Originally, it was a mime of battle performed with swords by Greek butchers, although over time it has evolved to be an extremely popular dance with Greeks from all walks of life.

There are both slow and fast versions of the hasapiko which can be performed, but a particularly challenging version of the dance is traditional on the island of Mykonos.

The Mykonean hasapiko is a much more difficult variation of the widely popular Greek dance, with more difficult dance moves.

A video of 400 people dancing the challenging Mykonean hasapiko is shown below:

 

Sirtaki

Greek dances
People dancing the sirtaki in Limassol, Cyprus. Credit: Ivan C/Wikimedia Commons/CC BY 2.0

The Sirtaki is a newer Greek dance, and is technically a choreographed version of the hasapiko dance shown above.

The sirtaki was choreographed by Giorgios Provias for the 1964 film “Zorba the Greek” and therefore can also be referred to as Zorba’s dance. 

The Sirtaki is a group dance and is performed with all dancers holding each other by the shoulders in either a line or a circle formation. The more traditional version of Sirtaki is danced in a line.

Kalamatianos

The Kalamatianos is one of the most well known and popular dances in Greece. It is performed with all the dancers holding hands in a circle and moving counterclockwise.

One of the distinctive elements of the Kalamatianos is that the lead dancer does not hold the second dancer by the hand; instead, they hold either side of a handkerchief.

This is in order to improve the mobility of the lead dancer, so that they can perform the particularly elaborate steps generally expected of them!

This Greek dance is a faster one and is generally performed to express happiness and joy.

A video of the kalamatianos being performed in traditional dress is below:

 

Serra

Greek dances
The Pontic lyra, the musical instrument which usually accompanies the Serra. Credit: @rent/Wikimedia Commons/CC BY-SA 3.0

The serra is a Pontic Greek dance. It is named after the Serra River, in the Trapezunda (Trebizond) region of modern-day Turkey. It is also sometimes referred to as the Lazikon dance.

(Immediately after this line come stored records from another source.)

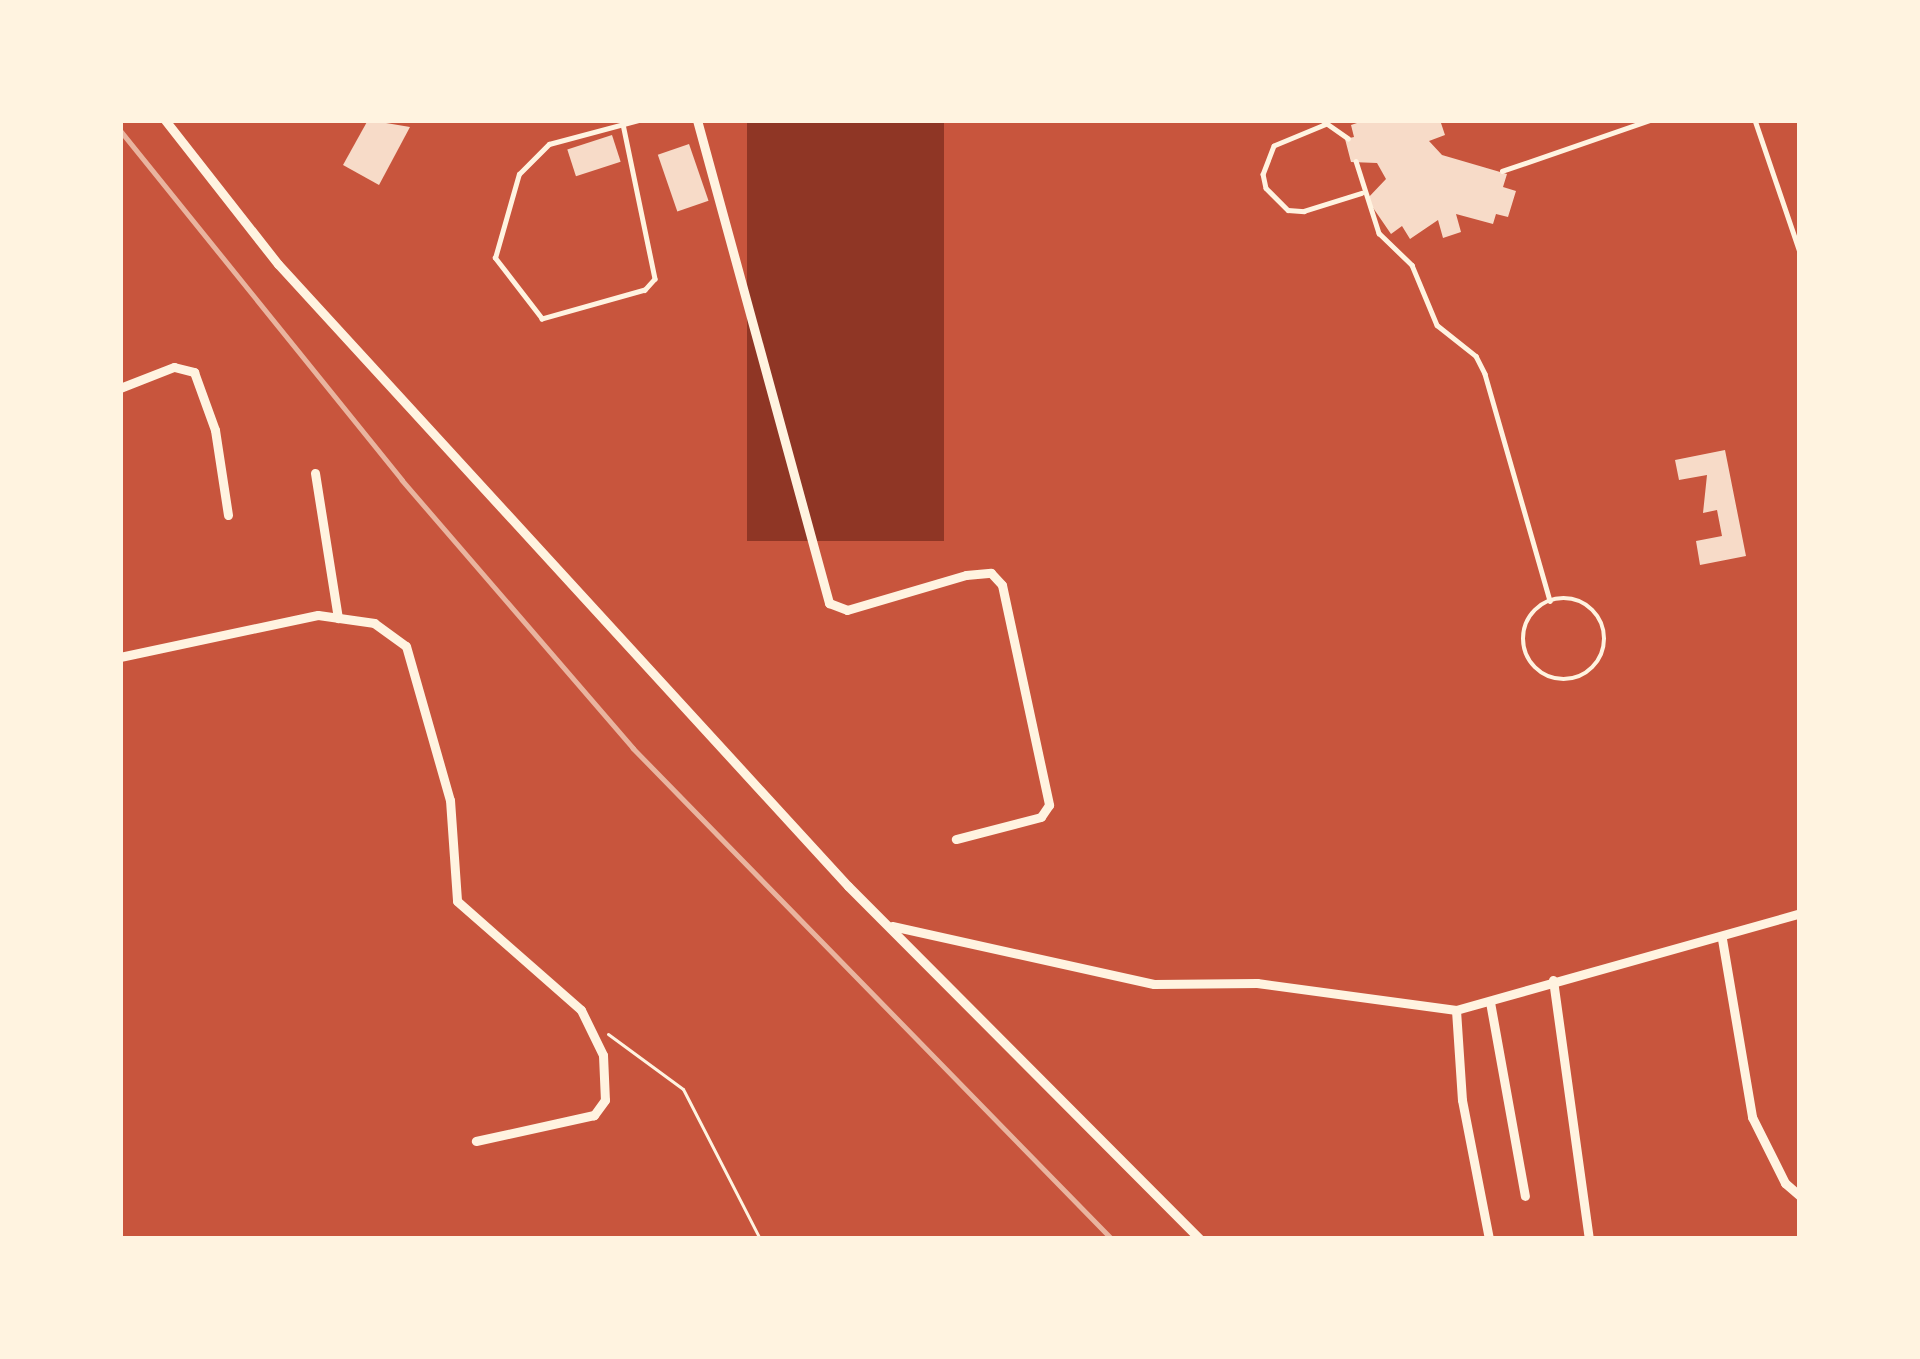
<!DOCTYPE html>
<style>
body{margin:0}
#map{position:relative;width:1920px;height:1359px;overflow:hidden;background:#c8553d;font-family:"Exo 2",sans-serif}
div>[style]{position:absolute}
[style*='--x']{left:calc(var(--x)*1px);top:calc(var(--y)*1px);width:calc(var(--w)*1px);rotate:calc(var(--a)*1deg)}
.water>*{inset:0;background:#8f3625;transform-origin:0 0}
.building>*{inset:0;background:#f7dbc8;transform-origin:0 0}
.path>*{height:3px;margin:-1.5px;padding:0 1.5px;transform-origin:1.5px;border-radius:1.5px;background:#fff3e0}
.service>*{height:4.5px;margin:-2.25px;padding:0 2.25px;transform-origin:2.25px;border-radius:2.25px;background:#fff3e0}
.service>.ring{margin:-2.25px;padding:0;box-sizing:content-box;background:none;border:4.5px solid #fff3e0;border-radius:50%}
.minor>*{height:9px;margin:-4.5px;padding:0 4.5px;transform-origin:4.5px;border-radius:4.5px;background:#fff3e0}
.rail>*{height:4.5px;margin:-2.25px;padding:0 2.25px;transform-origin:2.25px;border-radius:2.25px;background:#e9b49f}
span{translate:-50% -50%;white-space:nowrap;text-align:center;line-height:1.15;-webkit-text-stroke:10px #fff3e0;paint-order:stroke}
.frame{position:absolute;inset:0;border:123px solid #fff3e0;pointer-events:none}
</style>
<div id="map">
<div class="water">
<i style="left:747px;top:120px;width:197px;height:421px"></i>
</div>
<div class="building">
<i style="clip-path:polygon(368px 120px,410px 127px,379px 185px,343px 165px)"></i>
<i style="clip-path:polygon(1366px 120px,1440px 120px,1445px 135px,1429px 141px,1442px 155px,1507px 174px,1503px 187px,1516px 191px,1508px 217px,1496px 214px,1493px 224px,1456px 214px,1461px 232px,1443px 238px,1438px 220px,1410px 239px,1402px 226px,1391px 234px,1367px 199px,1386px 179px,1377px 163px,1351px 162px,1345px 139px,1354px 137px,1351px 125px)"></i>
<i style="left:612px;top:135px;width:28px;height:47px;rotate:72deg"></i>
<i style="left:689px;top:144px;width:60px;height:33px;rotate:71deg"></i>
<i style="clip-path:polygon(1725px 450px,1746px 556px,1700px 565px,1696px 541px,1722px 536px,1717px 510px,1703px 513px,1707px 475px,1679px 480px,1675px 460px)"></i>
</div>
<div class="path">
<i style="--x:608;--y:1034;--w:93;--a:36.3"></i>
<i style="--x:683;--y:1089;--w:169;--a:62.8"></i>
</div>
<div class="service">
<i style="--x:1322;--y:120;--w:32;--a:35"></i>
<i style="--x:1755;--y:120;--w:139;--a:71.2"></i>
<i style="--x:623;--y:124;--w:158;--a:78.3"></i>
<i style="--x:655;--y:279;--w:15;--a:132"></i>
<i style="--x:645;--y:290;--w:107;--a:164.3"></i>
<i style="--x:542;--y:319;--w:77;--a:-127.6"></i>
<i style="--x:495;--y:258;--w:87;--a:-74.1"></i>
<i style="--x:519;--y:174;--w:42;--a:-45"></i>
<i style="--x:549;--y:144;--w:93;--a:-14.9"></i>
<i style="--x:1327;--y:124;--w:57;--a:157.5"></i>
<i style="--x:1274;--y:146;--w:30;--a:111"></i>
<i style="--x:1263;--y:174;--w:14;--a:78"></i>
<i style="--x:1266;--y:188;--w:31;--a:45"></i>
<i style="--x:1288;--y:210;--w:16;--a:4"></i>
<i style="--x:1304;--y:211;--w:60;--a:-17.5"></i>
<i style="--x:1356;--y:161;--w:76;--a:72.3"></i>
<i style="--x:1379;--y:233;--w:46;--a:44.1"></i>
<i style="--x:1412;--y:265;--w:65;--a:67.4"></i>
<i style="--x:1437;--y:325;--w:50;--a:38.5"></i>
<i style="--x:1476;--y:356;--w:20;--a:63"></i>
<i style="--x:1485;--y:374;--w:236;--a:74"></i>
<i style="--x:1502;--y:171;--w:157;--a:-19"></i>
<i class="ring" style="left:1523px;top:598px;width:77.5px;height:77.5px"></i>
</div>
<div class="minor">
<i style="--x:165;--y:120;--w:183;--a:51.9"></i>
<i style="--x:278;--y:264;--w:844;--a:47.5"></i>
<i style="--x:848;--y:886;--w:499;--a:45.1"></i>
<i style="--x:697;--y:120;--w:501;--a:74.71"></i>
<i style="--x:829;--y:603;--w:19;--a:21"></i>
<i style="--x:847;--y:610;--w:124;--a:-16.4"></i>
<i style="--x:966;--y:575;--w:25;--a:-5"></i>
<i style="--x:991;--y:573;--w:16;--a:47"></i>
<i style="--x:1002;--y:585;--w:225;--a:77.9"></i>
<i style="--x:1049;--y:805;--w:14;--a:124"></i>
<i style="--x:1041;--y:817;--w:88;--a:165.5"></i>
<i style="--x:120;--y:388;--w:58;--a:-21.3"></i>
<i style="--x:174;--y:367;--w:21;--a:14"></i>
<i style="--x:194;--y:372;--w:62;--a:70.1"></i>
<i style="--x:215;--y:430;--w:86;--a:81.3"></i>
<i style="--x:315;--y:473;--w:147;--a:81"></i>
<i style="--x:120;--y:657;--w:202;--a:-12"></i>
<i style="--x:318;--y:615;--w:57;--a:8.1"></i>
<i style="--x:374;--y:623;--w:39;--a:36"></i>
<i style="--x:406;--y:646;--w:160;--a:74.1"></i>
<i style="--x:450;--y:800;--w:101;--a:86"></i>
<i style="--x:457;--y:901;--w:165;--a:41.3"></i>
<i style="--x:581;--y:1010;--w:50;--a:63.9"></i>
<i style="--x:603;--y:1055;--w:45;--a:87.5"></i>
<i style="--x:605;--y:1100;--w:19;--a:126"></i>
<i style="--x:594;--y:1115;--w:121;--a:167.6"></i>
<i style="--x:892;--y:926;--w:268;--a:12.5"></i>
<i style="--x:1154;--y:984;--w:103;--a:-0.6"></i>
<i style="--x:1257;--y:983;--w:201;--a:7.7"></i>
<i style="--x:1456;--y:1010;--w:357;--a:-15.7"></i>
<i style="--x:1722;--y:939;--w:181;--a:80.4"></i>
<i style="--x:1752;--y:1117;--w:74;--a:63.4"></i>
<i style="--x:1785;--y:1183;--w:20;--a:41"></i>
<i style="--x:1553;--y:980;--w:261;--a:82.1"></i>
<i style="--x:1490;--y:1002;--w:197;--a:79.8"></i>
<i style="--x:1456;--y:1010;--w:90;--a:86.2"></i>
<i style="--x:1462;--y:1100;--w:142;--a:79"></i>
</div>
<div class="rail">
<i style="--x:120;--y:130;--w:449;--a:51.1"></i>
<i style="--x:402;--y:480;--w:354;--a:49.2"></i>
<i style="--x:633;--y:748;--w:686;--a:45.71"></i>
</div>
<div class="frame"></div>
</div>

It was originally created by Greeks from the Pontus area of the Black Sea. As is the case with most Pontic dances, the serra originated as a war dance, and would have traditionally been used to motivate soldiers before entering battle.

The serra is traditionally performed by men, holding hands throughout the dance.

As is the case with most Pontic dances, it is usually accompanied by music from the Pontic lyra.